Hungry Planet: What the World Eats

Peter Menzel and Faith D’Aluisio
(Material World Books and Ten Speed Press, 2005)
Peter Menzel and Faith D’Aluisio invited themselves into the homes of 30 families across 24 nations to uncover the cross-cultural assimilation of food consumption around the globe. Brilliantly revealing photographs serve as a gastronomic illustration with as varied a compilation of recipes as the fields, markets and kitchens from which they originate.
Boulevard: The Cookbook

Nancy Oakes and Pamela Mazzola (Ten Speed Press, 2005)
Boulevard’s co-chefs Nancy Oakes and Pamela Mazzola have carried on a 17-year-long, near-telepathic friendship—their self-defined most valuable asset. This relationship has led to the development of one of San Francisco’s most popular dining destinations.

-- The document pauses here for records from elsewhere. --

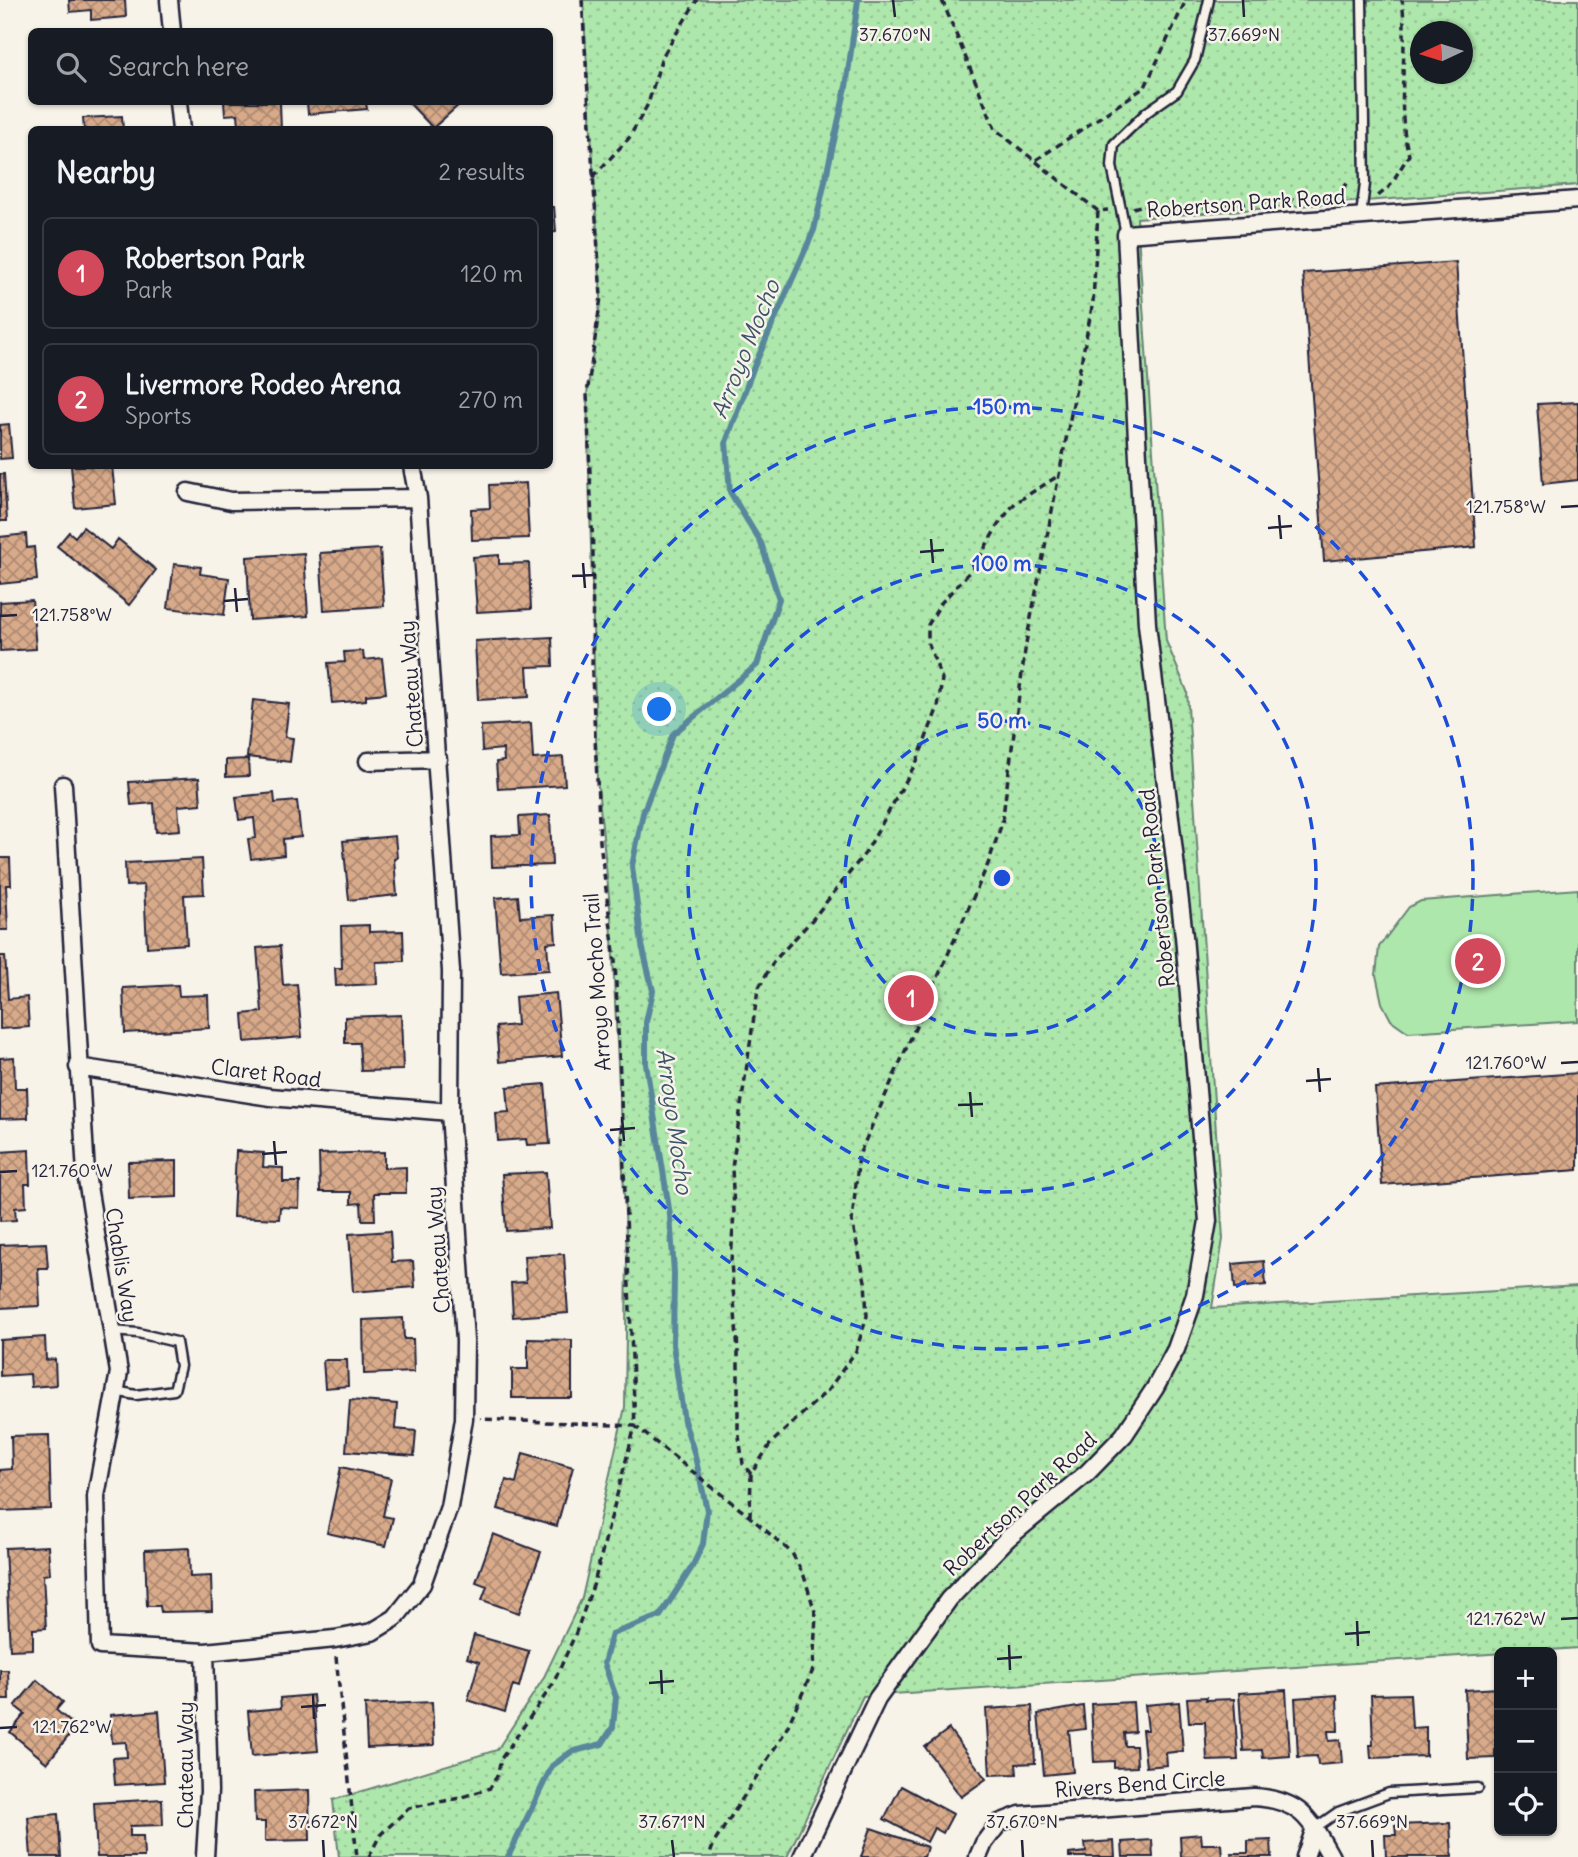 <!DOCTYPE html>
<meta charset="utf-8">
<style>
body{margin:0;font-family:Delius,sans-serif;background:#242831;color:#f1f3f6}
.controls{position:absolute;right:21px;bottom:21px;display:grid;overflow:hidden;border-radius:10px;box-shadow:0 2px 5px #0004}
.controls button{width:63px;height:63px;display:grid;place-items:center;padding:0;border:0;border-bottom:2px solid #363941;background:#171b24;color:#f1f3f6;font:35px sans-serif}
.compass{position:absolute;left:1410px;top:21px;width:63px;height:63px;border-radius:50%;background:#171b24;box-shadow:0 2px 5px #0004;rotate:266deg}
.you{position:absolute;left:660px;top:710px;width:24px;height:24px;margin:-18px;border:5px solid #fff;border-radius:50%;background:#1a73e8;box-shadow:0 0 0 10px #1a73e833}
.badge{display:grid;place-items:center;width:46px;height:46px;border-radius:50%;background:#d1495b;color:#fff;font-size:23px;font-weight:700}
.pin{position:absolute;translate:-50% -50%;border:4px solid #fff;box-shadow:0 2px 7px #0006}
.list{margin:0;padding:0;list-style:none}
h2{display:flex;justify-content:space-between;align-items:center;height:91px;margin:0;padding:0 28px;font-size:30px}
h2 small{font-size:23px;font-weight:400;color:#9ea1a6}
.list li{display:grid;grid-template-columns:46px 1fr auto;gap:21px;align-items:center;box-sizing:border-box;height:112px;margin:0 14px 14px;padding:0 14px;border:2px solid #363941;border-radius:10px}
.list b{display:block;font-size:26px;white-space:nowrap}
.list p{margin:0;font-size:23px;white-space:nowrap;color:#9ea1a6}
.list em{font-size:23px;font-style:normal;color:#9ea1a6}
.icon{flex:none;width:38px;height:38px;fill:none;stroke:currentColor;stroke-width:2;stroke-linecap:round;stroke-linejoin:round}
.map{position:relative;flex:none;width:1578px;height:1857px;overflow:hidden}
.search{position:absolute;background:#171b24;box-shadow:0 2px 5px #0004;left:28px;top:28px;width:525px;height:77px;display:flex;align-items:center;gap:18px;box-sizing:border-box;padding:0 24px;border-radius:10px;color:#9ea1a6;font-size:26px}
.panel{position:absolute;background:#171b24;box-shadow:0 2px 5px #0004;left:28px;top:126px;width:525px;height:343px;border-radius:10px}
.map>svg:first-child{display:block}
.grass{fill:#aee7ac;stroke:#688474;stroke-width:2}
.park{fill:url(#park-dots);stroke:#688474;stroke-width:2;fill-rule:evenodd}
.lines{fill:none;stroke-linecap:round;stroke-linejoin:round}
.stream{stroke:#59879c;stroke-width:6}
.building{fill:url(#building-cross-hatch);stroke:#22223b;stroke-width:2}
.service-casing{stroke:#22223b;stroke-width:13}
.minor-casing{stroke:#22223b;stroke-width:21}
.path{stroke:#22223b;stroke-width:3.5;stroke-dasharray:7 5;stroke-linecap:butt}
.service{stroke:#f7f3e8;stroke-width:8}
.minor{stroke:#f7f3e8;stroke-width:16}
.ticks{fill:none;stroke:#22223b;stroke-width:2.5}
.ring{fill:none;stroke:#1d4ed8;stroke-width:3.5;stroke-dasharray:12 9}
.labels{text-anchor:middle;dominant-baseline:central;stroke-width:5;stroke-linejoin:round;paint-order:stroke}
.street-label{font-size:21px;fill:#22223b;stroke:#f7f3e8}
.water-label{font-size:23px;font-style:italic;fill:#3d556b;stroke:#f7f3e8}
.ticks-label{font-size:18px;text-anchor:middle;fill:#22223b;stroke:#f7f3e8;stroke-width:5;stroke-linejoin:round;paint-order:stroke}
.centre{fill:#1d4ed8;stroke:#f7f3e8;stroke-width:3.5}
.ring-label{font-size:21px;text-anchor:middle;font-weight:bold;fill:#1d4ed8;stroke:#f7f3e8;stroke-width:5;stroke-linejoin:round;paint-order:stroke}
</style>
<div class="map">
<svg width="1578" height="1857" viewBox="0 0 1578 1857">
<defs>
<pattern id="park-dots" width="8" height="8" patternUnits="userSpaceOnUse" patternTransform="scale(1.75)"><rect width="8" height="8" fill="#aee7ac"/><path d="M2 2h.1M6 6h.1" fill="none" stroke="#95c695" stroke-width="1.8" stroke-linecap="round"/></pattern>
<pattern id="building-cross-hatch" width="8" height="8" patternUnits="userSpaceOnUse" patternTransform="scale(1.75)"><rect width="8" height="8" fill="#d8aa8a"/><path d="M0 0l8 8M0 8l8-8" fill="none" stroke="#af8a72"/></pattern>
</defs>
<rect width="100%" height="100%" fill="#f7f3e8"/>
<filter id="ink" filterUnits="userSpaceOnUse"><feTurbulence type="fractalNoise" baseFrequency=".0143" numOctaves="2"/><feDisplacementMap in="SourceGraphic" scale="14" xChannelSelector="R" yChannelSelector="G"/><feConvolveMatrix kernelMatrix="1 2 1 2 8 2 1 2 1" color-interpolation-filters="sRGB"/></filter>
<g filter="url(#ink)">
<!-- grass -->
<path class="grass" d="M1578 889V1021L1408 1032 1391 1020 1382 1003 1376 975 1379 947 1409 907 1421 901Z"/>
<!-- park -->
<path class="park" d="M583 0H1578V185L1137 218 1166 641 1187 691 1223 1239 1212 1308 1578 1286V1648L863 1696 787 1857H339L333 1800 497 1750 543 1679 582 1598 625 1407 627 1256 611 916 597 777 587 394 601 297ZM1420 32H1462V74H1420Z"/>
<g class="lines">
<!-- stream -->
<path class="stream" d="M508 1857 552 1766 571 1752 602 1744 613 1727 616 1697 604 1663 612 1634 660 1616 692 1567 703 1544 707 1510 694 1452 684 1421 673 1345 674 1273 670 1215 646 1064V1022L653 991 642 945 632 866 643 813 673 734 757 665 779 599 761 543 730 492 726 442 753 369 814 230 846 87 858 0"/>
</g>
<!-- building -->
<path class="building" d="M69 0H125L126 17 91 20V10L70 12Z
M224 102H280L281 130H261L260 124 239 125 238 114 225 115Z
M307 102H366L367 109 308 114Z
M408 102H458L460 104 433 128Z
M122 116 123 130H84L83 118Z
M550 207H554L556 232 550 233Z
M1456 262 1476 547 1324 561 1303 273Z
M1578 402V480L1543 484 1537 404Z
M9 424 12 458 0 459V425Z
M71 466H112L116 504 75 508Z
M0 474H4L7 521H0Z
M526 483 529 538 472 540 471 509 490 508 489 485Z
M83 527 111 549 118 539 156 570 129 605 57 546 69 532 75 537Z
M26 534 27 548 34 547 37 580 0 584V537Z
M380 549 384 606 324 610 320 553Z
M304 553 308 616 250 620 247 557Z
M499 555V564L529 563 531 609 477 612 473 557Z
M174 564 201 567 200 574 229 578 224 615 168 608Z
M32 600 36 649 0 651V602Z
M552 637 553 666 527 667 529 697 478 700 475 641Z
M363 651 364 660 382 658 386 693 366 695V700L332 703 328 663 345 662 344 652Z
M253 700 289 704 285 737 293 738 290 762 247 757Z
M531 723 533 759 563 757 565 785 498 789 496 762 504 761 503 749 482 751 481 726Z
M248 759 249 776 226 777V760Z
M199 778 201 804 178 806 180 830 156 832 154 803 131 805 129 782Z
M274 793 275 803 297 801 301 837 283 839 284 855 251 859 248 839 256 838 254 818 239 820 236 797Z
M550 815 552 865 492 867 491 836 520 835 519 817Z
M395 836 397 858 394 859 397 895 349 900 343 841Z
M0 858H10L11 885H6L8 930H0Z
M202 859 204 894 184 895 187 944 147 947 144 885 126 886 125 863Z
M518 896 520 917 554 915 556 942 547 943 549 970 501 973 495 898Z
M369 925V932L403 931 404 961 376 962 377 984 336 986 335 968H342L341 926Z
M280 946 283 985 297 984 302 1037 245 1042 243 1014 262 1012 257 948Z
M0 956H5L8 999 27 997 29 1027 0 1029Z
M178 985 179 996 208 995 209 1028 125 1033 123 988Z
M556 993 562 1056 499 1062 496 1027 517 1025 515 997Z
M401 1015 403 1070 361 1071 359 1043H345V1017Z
M14 1057 15 1088H27L28 1118 0 1119V1058Z
M1578 1073V1170L1382 1185 1375 1088Z
M545 1084 550 1144 527 1145 526 1139 498 1141 496 1113 509 1112 507 1087Z
M29 1150 30 1184H25L26 1207 15 1208 16 1220 0 1221V1152Z
M236 1151 264 1153 263 1167 283 1168V1182H300L299 1208 280 1207 279 1219 233 1217Z
M384 1152V1168L406 1167V1193H374L375 1220H362L361 1203 351 1204V1192H320L319 1154Z
M177 1161V1197L129 1199 128 1162Z
M546 1172 550 1228 506 1231 502 1174Z
M390 1231 392 1262 413 1261 415 1287 353 1292 349 1234Z
M46 1243 48 1268H38L40 1306 0 1308V1245Z
M564 1254 568 1313 513 1317 511 1283 526 1282 524 1256Z
M1264 1261 1266 1285 1235 1288 1233 1264Z
M403 1318 404 1339H413L414 1372 364 1374 363 1320Z
M45 1337 46 1360 55 1359 56 1385 31 1387 30 1374 0 1376V1340Z
M528 1339 572 1340V1398H512V1369H528Z
M323 1360H347L348 1386 325 1388Z
M350 1400 397 1404 395 1429 416 1431 414 1456 346 1451Z
M49 1435 51 1509 0 1511V1470L12 1469 11 1436Z
M523 1453 573 1467 557 1526 498 1509 506 1480 516 1483Z
M341 1467 391 1478 383 1516 393 1518 386 1546 327 1533Z
M493 1534 541 1552 519 1613 482 1600 487 1586 476 1582Z
M48 1546 50 1574 43 1575 46 1628 33 1629V1649L10 1650 5 1548Z
M189 1548 190 1577 211 1576 212 1611 161 1612 160 1606H147L145 1550Z
M474 1635 529 1651 519 1687 513 1685 505 1712 468 1700 479 1662 467 1658Z
M0 1670H8L9 1699H0Z
M37 1680 63 1702 56 1710 76 1727 47 1763 10 1732 25 1714 15 1706Z
M1499 1688V1749L1495 1750V1758L1468 1759 1465 1690Z
M1286 1690 1290 1756 1263 1758 1262 1750 1243 1751 1239 1693Z
M1410 1694 1412 1728 1426 1727V1756L1371 1758 1370 1745H1373L1371 1695Z
M313 1695 318 1751 252 1756 248 1711 281 1708 280 1698Z
M1337 1695 1338 1731H1328L1329 1741 1340 1740 1342 1763 1318 1765 1317 1756 1298 1757 1295 1698Z
M1207 1697 1206 1700 1234 1699 1238 1760 1207 1761 1205 1722H1189L1187 1698Z
M432 1702 434 1745 367 1748 365 1705Z
M1133 1702 1135 1732 1124 1733 1125 1746H1136L1137 1767 1114 1768V1761L1094 1762 1091 1704Z
M1179 1702 1183 1751 1166 1753 1167 1765 1146 1767 1142 1730H1148L1145 1705Z
M1032 1706 1035 1763 1016 1764 1017 1774 990 1775 986 1709Z
M1083 1706 1085 1729 1069 1731 1073 1772 1044 1775 1038 1714Z
M159 1711 164 1782 115 1785 113 1758 127 1757 126 1742 112 1743 110 1715Z
M949 1729 986 1779 961 1797 925 1747Z
M901 1786 953 1814 943 1833 934 1828 927 1842 884 1819Z
M309 1790 310 1840 265 1841V1822H255L254 1792Z
M162 1799 163 1825 130 1826V1836H143L144 1857H97L94 1803Z
M58 1814 61 1857H31L28 1817Z
M1450 1823 1452 1857H1386L1385 1835H1396L1395 1825Z
M871 1828 927 1847 924 1857H861Z
M1201 1834 1202 1844H1221L1222 1857H1181L1180 1836Z
M1152 1840 1153 1857H1123L1122 1842Z
M1271 1840 1272 1857H1232L1231 1853H1248V1841Z
M1114 1841 1115 1857H1069V1854L1086 1852 1085 1843Z"/>
<g class="lines">
<!-- service casing -->
<g class="service-casing">
<path id="service" d="M1361 215 1365 184 1362 0
M1126 234 1112 166 1114 144 1147 112 1177 91 1195 60 1209 0
M112 1331 138 1333 176 1342 180 1366 174 1390 136 1395 115 1391
M1315 1828 1338 1812 1389 1793 1478 1788"/>
</g>
<!-- minor casing -->
<g class="minor-casing">
<path id="minor" d="M169 0 172 32
M178 102 181 130
M188 492 231 501 418 498
M368 761 438 759
M63 785 86 1174 119 1372 96 1496 100 1646 205 1652 335 1639 372 1632 395 1618 422 1584 449 1507 464 1419 465 1341 450 1112 451 971 418 498 412 466
M78 1067 270 1097 450 1112
M205 1652 209 1791 205 1857
M802 1857 877 1699 949 1599 1008 1538 1087 1473 1124 1435 1155 1388 1176 1349 1195 1295 1208 1221 1184 936 1147 624 1126 234 1578 200
M978 1857 984 1843 999 1823 1020 1815 1254 1797C1301 1800 1310 1819 1331 1857
M1305 1857 1315 1828"/>
</g>
<!-- path -->
<path class="path" d="M582 0 601 297 587 394 593 552 592 675 600 842 615 960 635 1426 750 1517 792 1553 804 1576 816 1615 813 1670 785 1732 714 1843 709 1857
M942 0 995 129 1098 211 1108 210
M1036 160 1145 87 1186 0
M593 177 629 138 648 104 662 57 697 0
M1378 196 1389 187 1409 155C1395 107 1409 51 1402 0
M1133 208 1144 205 1155 211 1338 196 1348 182
M751 1474 743 1464 738 1429V1351L731 1262 734 1211 732 1168 758 989 774 961 812 920 866 852 917 761 938 707 942 679 928 643V625L941 603 974 567 998 525 1015 503 1058 476
M750 1517 751 1474 771 1443 828 1390 856 1351 867 1316 865 1281 852 1221 859 1155 988 864 1002 823 1026 643 1093 302 1098 211
M336 1657 357 1857
M369 1857 380 1835 409 1808 460 1798 490 1788 497 1776 501 1759 553 1684 575 1635 594 1583 635 1426 480 1419"/>
<!-- service -->
<use href="#service" class="service"/>
<!-- minor -->
<use href="#minor" class="minor"/>
</g>
</g>
<!-- ticks -->
<path class="ticks" d="M893 0 895 17M1243 0 1244 17M1561 507 1578 506M1279 515 1281 539M1268 528 1292 526M931 539 933 563M920 552 944 550M583 563 585 588M572 576 596 575M235 588 237 612M224 601 248 599M0 616 17 615M1561 1063 1578 1062M1318 1068 1320 1092M1306 1081 1331 1079M970 1092 972 1117M958 1105 983 1104M622 1117 624 1141M610 1130 635 1128M274 1141 276 1165M262 1154 287 1152M0 1172 17 1171M1561 1619 1578 1618M1357 1621 1358 1646M1345 1634 1370 1632M1009 1645 1010 1670M997 1659 1022 1657M661 1670 662 1694M649 1683 674 1681M313 1694 314 1719M301 1707 326 1705M0 1728 17 1727M323 1840 324 1857M672 1840 674 1857M1022 1840 1023 1857M1372 1840 1373 1857"/>
<!-- distance rings -->
<g class="ring">
<circle cx="1002" cy="878" r="157"/>
<circle cx="1002" cy="878" r="314"/>
<circle cx="1002" cy="878" r="471"/>
</g>
<g class="labels">
<!-- street labels -->
<g class="street-label">
<text transform="translate(1246 203) rotate(-4)">Robertson Park Road</text>
<text transform="translate(411 684) rotate(-94)">Chateau Way</text>
<text transform="translate(1157 888) rotate(-96)">Robertson Park Road</text>
<text transform="translate(597 982) rotate(-94)">Arroyo Mocho Trail</text>
<text transform="translate(266 1073) rotate(7)">Claret Road</text>
<text transform="translate(438 1250) rotate(-94)">Chateau Way</text>
<text transform="translate(122 1265) rotate(81)">Chablis Way</text>
<text transform="translate(1020 1504) rotate(-43)">Robertson Park Road</text>
<text transform="translate(185 1765) rotate(-90)">Chateau Way</text>
<text transform="translate(1140 1784) rotate(-4)">Rivers Bend Circle</text>
</g>
<!-- water labels -->
<g class="water-label">
<text transform="translate(745 349) rotate(-68)">Arroyo Mocho</text>
<text transform="translate(675 1121) rotate(82)">Arroyo Mocho</text>
</g>
</g>
<g class="ticks-label">
<text x="895" y="41">37.670°N</text>
<text x="1244" y="41">37.669°N</text>
<text x="1506" y="513">121.758°W</text>
<text x="72" y="621">121.758°W</text>
<text x="1506" y="1069">121.760°W</text>
<text x="72" y="1177">121.760°W</text>
<text x="1506" y="1625">121.762°W</text>
<text x="72" y="1733">121.762°W</text>
<text x="323" y="1828">37.672°N</text>
<text x="672" y="1828">37.671°N</text>
<text x="1022" y="1828">37.670°N</text>
<text x="1372" y="1828">37.669°N</text>
</g>
<circle cx="1002" cy="878" r="10" class="centre"/>
<g class="ring-label">
<text x="1002" y="414">150 m</text>
<text x="1002" y="571">100 m</text>
<text x="1002" y="728">50 m</text>
</g>
</svg>
<div class="controls">
<button>+</button>
<button>−</button>
<button><svg class="icon" aria-label="locate" viewBox="0 0 24 24"><circle cx="12" cy="12" r="6"/><path d="M12 2v4M12 18v4M2 12h4M18 12h4"/></svg></button>
</div>
<svg class="compass" viewBox="-18 -18 36 36"><path d="M0-13l5 13h-10z" fill="#e53935"/><path d="M0 13l5-13h-10z" fill="#9ea1a6"/></svg>
<div class="you"></div>
<div class="pin badge" style="left:911px;top:998px">1</div>
<div class="pin badge" style="left:1478px;top:961px">2</div>
<div class="search"><svg class="icon" aria-label="search" viewBox="0 0 24 24"><circle cx="10" cy="10" r="6"/><path d="M15 15l6 6"/></svg>Search here</div>
<section class="panel">
<h2>Nearby<small>2 results</small></h2>
<ul class="list">
<li><span class="badge">1</span><div><b>Robertson Park</b><p>Park</p></div><em>120 m</em></li>
<li><span class="badge">2</span><div><b>Livermore Rodeo Arena</b><p>Sports</p></div><em>270 m</em></li>
</ul>
</section>
</div>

The 75 renowned main dishes featured in Boulevard’s cookbook are presented in their authentic style. As demanded by Boulevard devotees, each entrée for which the famed eatery is legendary is paired with Oakes’ and Mazzola’s celebrated sides.
The Perfectionist: Life and Death in Haute Cuisine

Rudolph Chelminski (Gotham Books, 2005)
With the recent launch of New York’s own Michelin Guide, this biography of famed chef Bernard Loiseau and his untimely death are particularly relevant this season. Loiseau’s longtime friend, journalist Rudolph Chelminski, narrates the story behind the chef’s rise to fame and how the rumor that he might lose a precious Michelin star drove him to suicide at age 52.
Hidden Kitchens:
Stories, Recipes, and More from NPR’s The Kitchen Sisters

Nikki Silva and Davia Nelson (Rodale, 2005)
Documentarians Nikki Silva and Davia Nelson unearth the roots of American cooking across the country through long lost, out-of-the-way, concealed (and in many cases vanishing) kitchens. Silva and Nelson outline the history, recipes, rituals and visionaries that have kept these cookeries, hidden mostly by location and time, cooking for as long as they have.